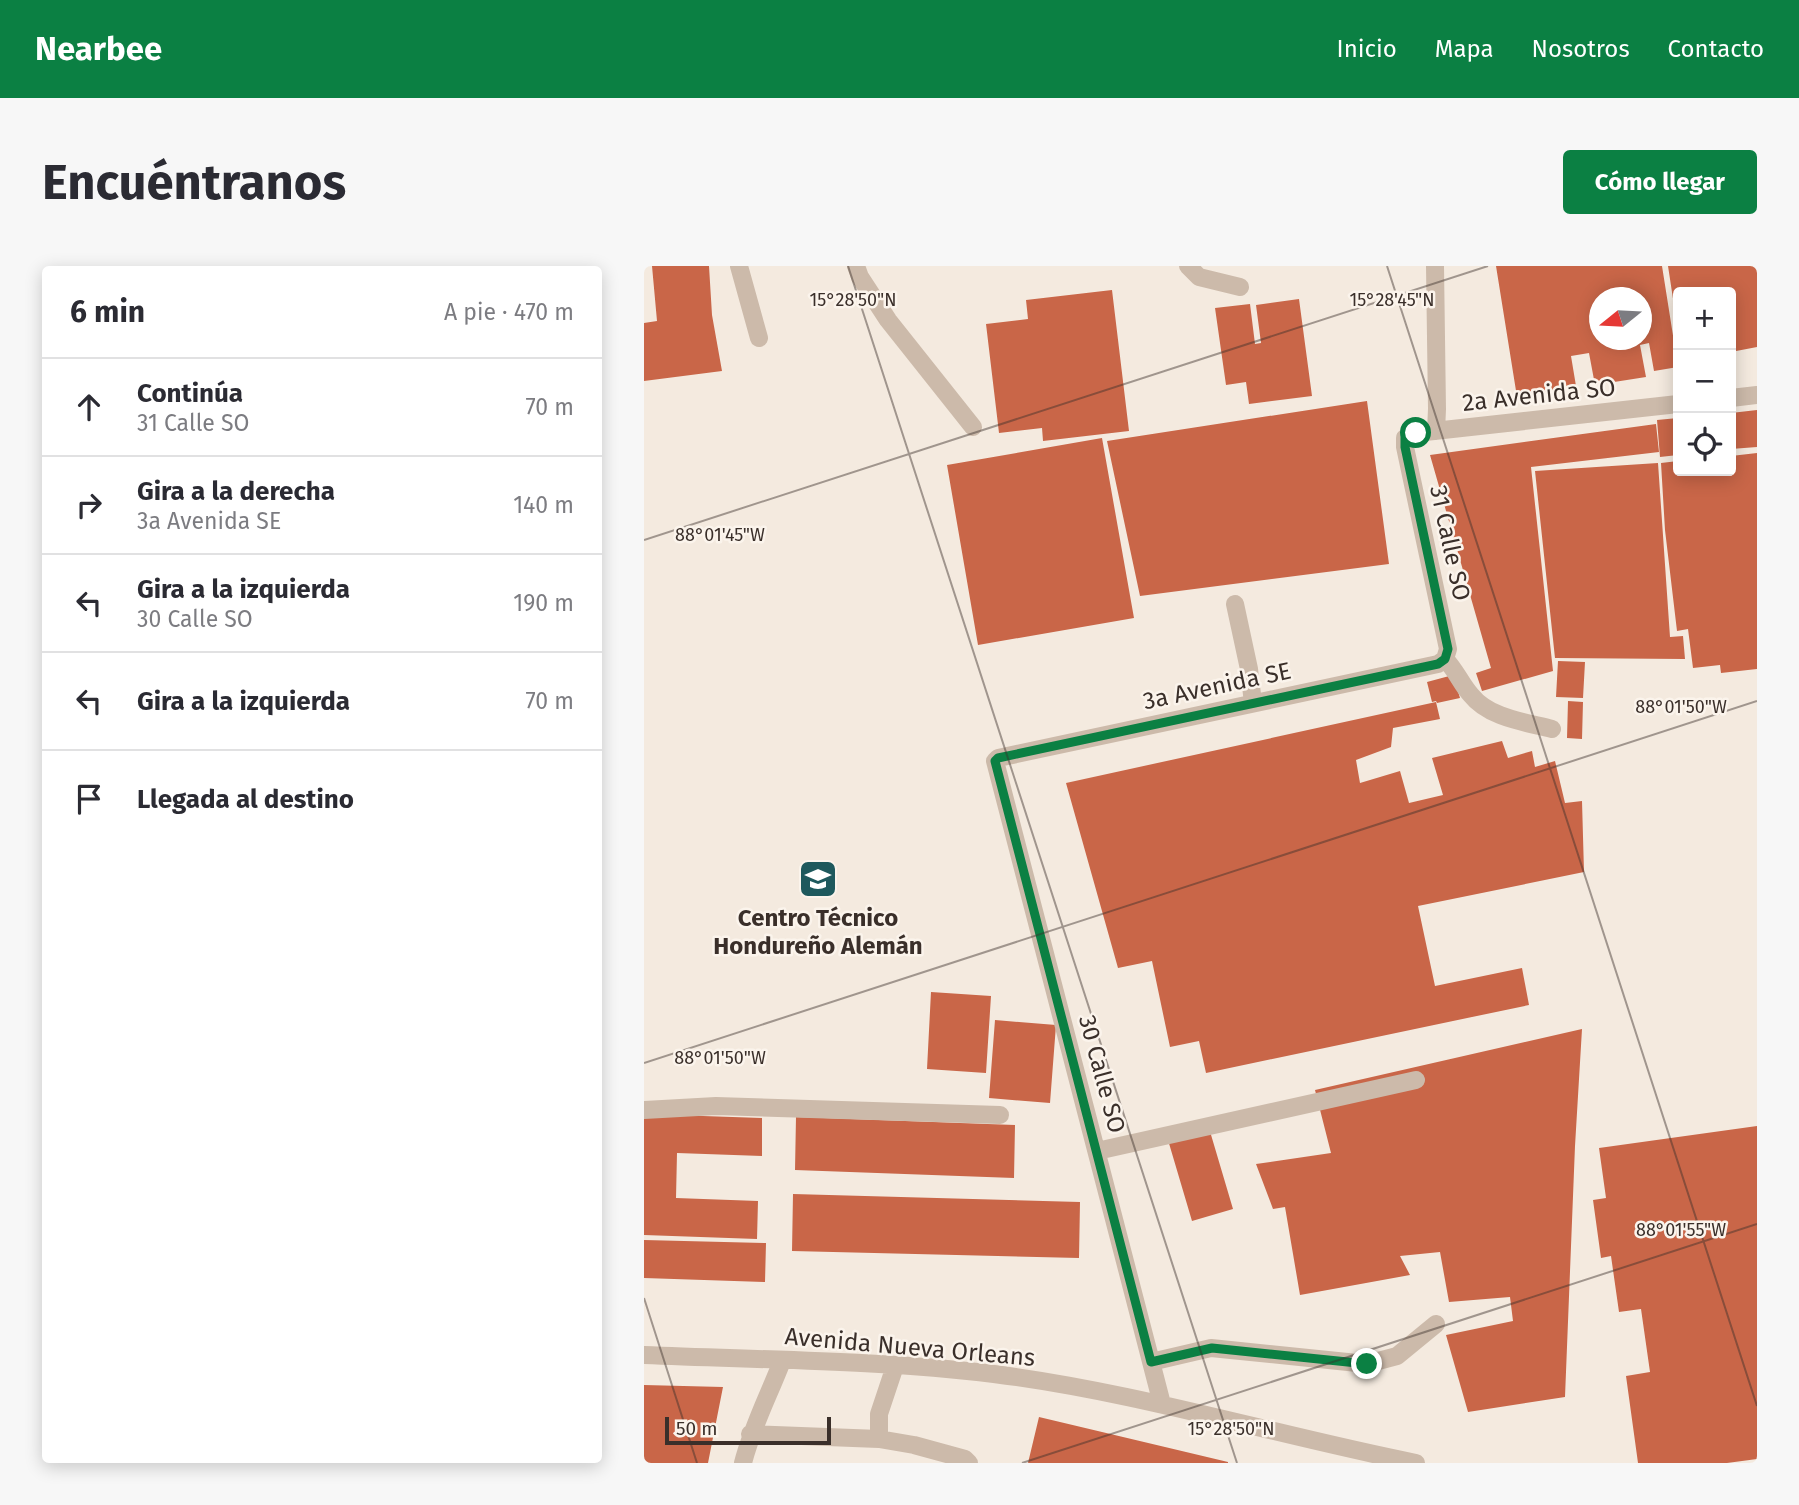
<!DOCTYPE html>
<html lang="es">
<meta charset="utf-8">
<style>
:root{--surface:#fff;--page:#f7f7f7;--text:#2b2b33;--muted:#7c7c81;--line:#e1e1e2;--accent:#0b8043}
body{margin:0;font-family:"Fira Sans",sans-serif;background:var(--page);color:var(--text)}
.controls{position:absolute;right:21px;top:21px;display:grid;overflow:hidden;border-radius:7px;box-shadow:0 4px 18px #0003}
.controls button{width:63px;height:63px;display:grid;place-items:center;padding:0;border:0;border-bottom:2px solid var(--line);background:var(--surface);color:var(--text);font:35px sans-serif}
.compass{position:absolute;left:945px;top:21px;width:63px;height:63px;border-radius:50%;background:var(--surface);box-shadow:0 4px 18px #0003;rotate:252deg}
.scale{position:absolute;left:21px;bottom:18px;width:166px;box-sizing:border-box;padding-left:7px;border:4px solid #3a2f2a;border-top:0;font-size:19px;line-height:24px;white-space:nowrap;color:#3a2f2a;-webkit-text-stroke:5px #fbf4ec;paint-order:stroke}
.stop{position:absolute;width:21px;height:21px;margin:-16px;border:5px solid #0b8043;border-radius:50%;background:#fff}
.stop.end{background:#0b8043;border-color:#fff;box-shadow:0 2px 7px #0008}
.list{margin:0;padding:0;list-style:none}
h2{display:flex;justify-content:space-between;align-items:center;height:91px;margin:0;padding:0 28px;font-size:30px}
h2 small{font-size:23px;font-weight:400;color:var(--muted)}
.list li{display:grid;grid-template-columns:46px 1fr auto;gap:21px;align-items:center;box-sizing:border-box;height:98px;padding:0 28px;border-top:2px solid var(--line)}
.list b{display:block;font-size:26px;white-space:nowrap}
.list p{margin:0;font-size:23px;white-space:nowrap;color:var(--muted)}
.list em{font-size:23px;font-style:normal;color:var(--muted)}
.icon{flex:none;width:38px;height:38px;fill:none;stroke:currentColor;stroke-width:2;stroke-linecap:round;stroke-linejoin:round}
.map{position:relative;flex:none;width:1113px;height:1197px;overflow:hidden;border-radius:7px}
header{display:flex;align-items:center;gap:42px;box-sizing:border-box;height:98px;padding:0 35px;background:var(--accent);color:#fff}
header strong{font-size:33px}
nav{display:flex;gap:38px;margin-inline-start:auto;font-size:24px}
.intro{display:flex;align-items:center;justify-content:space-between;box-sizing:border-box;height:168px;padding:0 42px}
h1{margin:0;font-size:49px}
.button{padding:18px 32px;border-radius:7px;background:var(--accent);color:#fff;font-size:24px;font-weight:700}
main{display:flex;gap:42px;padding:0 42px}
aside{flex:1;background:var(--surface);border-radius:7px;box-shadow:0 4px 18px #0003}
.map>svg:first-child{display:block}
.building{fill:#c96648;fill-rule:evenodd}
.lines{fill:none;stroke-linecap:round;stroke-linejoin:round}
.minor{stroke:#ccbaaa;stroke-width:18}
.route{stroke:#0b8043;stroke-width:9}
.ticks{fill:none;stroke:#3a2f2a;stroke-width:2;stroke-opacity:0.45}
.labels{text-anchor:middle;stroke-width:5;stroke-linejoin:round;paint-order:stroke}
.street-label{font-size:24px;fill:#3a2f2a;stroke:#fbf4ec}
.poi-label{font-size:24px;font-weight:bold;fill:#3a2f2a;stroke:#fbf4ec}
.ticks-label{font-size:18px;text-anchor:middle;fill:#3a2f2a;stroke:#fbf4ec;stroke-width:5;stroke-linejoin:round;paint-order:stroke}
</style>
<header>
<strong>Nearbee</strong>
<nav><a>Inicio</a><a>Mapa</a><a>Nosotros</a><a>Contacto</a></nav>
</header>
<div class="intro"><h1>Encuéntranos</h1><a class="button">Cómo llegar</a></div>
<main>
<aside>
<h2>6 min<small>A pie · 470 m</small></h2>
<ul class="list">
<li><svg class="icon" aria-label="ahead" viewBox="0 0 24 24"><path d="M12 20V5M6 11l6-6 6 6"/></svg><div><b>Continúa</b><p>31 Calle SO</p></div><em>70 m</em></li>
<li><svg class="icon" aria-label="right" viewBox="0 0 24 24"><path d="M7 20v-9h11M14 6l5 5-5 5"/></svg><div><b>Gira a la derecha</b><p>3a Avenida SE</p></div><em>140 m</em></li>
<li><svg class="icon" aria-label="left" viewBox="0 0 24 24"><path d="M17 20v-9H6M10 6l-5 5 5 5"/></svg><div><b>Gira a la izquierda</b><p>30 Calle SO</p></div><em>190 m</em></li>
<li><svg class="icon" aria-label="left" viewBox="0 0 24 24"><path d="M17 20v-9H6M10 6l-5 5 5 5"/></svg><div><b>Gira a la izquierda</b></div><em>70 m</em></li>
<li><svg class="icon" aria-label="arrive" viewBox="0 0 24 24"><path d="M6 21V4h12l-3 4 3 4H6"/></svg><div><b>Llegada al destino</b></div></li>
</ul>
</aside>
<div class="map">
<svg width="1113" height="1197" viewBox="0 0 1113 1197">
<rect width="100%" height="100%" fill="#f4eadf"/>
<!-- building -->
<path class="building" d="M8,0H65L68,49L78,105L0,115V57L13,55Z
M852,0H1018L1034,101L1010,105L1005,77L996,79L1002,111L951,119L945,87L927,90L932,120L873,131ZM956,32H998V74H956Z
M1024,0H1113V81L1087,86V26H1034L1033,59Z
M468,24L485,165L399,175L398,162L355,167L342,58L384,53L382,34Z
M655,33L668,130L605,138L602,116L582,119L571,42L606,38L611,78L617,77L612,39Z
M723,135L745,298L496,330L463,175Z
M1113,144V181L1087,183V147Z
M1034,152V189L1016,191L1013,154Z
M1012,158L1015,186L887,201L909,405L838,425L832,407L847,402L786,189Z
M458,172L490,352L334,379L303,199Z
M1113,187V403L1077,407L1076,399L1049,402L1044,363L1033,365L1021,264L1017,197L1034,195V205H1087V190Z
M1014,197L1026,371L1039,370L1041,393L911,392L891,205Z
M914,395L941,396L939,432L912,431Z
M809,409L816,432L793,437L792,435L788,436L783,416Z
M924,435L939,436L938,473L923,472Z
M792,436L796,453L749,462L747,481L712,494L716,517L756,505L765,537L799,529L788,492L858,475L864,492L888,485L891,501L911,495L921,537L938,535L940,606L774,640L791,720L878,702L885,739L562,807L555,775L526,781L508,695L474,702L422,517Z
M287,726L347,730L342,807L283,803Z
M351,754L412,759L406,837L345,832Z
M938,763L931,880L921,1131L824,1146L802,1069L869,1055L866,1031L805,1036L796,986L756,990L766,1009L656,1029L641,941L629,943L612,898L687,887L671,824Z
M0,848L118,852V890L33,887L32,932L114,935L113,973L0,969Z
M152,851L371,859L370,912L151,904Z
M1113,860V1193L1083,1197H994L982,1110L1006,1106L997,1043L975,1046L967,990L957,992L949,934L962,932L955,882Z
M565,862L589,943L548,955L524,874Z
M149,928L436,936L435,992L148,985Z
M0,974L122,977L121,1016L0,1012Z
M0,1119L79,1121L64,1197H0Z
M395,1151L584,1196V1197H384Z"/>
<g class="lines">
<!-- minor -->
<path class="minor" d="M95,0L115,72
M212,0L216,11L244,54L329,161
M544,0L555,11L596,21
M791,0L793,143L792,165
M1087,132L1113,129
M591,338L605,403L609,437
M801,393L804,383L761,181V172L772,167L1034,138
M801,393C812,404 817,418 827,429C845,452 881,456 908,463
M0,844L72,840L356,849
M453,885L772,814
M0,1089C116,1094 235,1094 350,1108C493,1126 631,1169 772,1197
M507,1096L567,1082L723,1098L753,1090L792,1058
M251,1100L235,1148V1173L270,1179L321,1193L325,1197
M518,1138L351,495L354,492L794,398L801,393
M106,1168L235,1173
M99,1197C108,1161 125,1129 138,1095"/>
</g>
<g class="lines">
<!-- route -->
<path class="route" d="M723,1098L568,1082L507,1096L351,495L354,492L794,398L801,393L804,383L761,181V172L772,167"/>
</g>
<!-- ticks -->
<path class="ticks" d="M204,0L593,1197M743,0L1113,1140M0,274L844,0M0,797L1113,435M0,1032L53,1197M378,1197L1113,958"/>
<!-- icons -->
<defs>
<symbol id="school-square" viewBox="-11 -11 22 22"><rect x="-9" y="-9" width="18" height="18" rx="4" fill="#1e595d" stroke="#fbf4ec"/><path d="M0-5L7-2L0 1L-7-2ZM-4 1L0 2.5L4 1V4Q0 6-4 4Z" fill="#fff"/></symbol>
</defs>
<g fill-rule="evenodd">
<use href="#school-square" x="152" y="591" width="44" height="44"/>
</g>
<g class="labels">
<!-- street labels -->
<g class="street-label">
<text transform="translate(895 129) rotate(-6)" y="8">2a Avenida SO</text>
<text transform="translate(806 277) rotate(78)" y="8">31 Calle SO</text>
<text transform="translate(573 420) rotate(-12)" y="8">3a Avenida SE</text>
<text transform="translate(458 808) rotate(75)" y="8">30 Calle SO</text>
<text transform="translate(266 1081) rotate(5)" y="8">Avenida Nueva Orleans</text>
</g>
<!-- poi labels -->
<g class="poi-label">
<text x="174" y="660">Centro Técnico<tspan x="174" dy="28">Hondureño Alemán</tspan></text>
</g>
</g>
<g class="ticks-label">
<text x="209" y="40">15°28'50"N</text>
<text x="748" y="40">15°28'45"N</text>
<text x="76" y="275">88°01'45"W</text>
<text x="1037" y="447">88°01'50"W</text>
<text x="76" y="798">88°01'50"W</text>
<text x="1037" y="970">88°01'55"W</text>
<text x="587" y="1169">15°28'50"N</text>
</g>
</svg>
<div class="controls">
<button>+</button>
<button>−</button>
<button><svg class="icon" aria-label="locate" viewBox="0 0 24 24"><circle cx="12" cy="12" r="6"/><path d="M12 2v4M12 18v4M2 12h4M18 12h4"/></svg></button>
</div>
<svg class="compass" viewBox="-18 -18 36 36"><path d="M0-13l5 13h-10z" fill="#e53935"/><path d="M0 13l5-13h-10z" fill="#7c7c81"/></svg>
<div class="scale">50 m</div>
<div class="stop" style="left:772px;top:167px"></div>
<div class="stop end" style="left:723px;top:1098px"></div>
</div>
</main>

^^^^^^^^

Collect the lines of the records that include the string "white".

> _ANSWER TO THIS EXERCISE_:
.scale{position:absolute;left:21px;bottom:18px;width:166px;box-sizing:border-box;padding-left:7px;border:4px solid #3a2f2a;border-top:0;font-size:19px;line-height:24px;white-space:nowrap;color:#3a2f2a;-webkit-text-stroke:5px #fbf4ec;paint-order:stroke}
.list b{display:block;font-size:26px;white-space:nowrap}
.list p{margin:0;font-size:23px;white-space:nowrap;color:var(--muted)}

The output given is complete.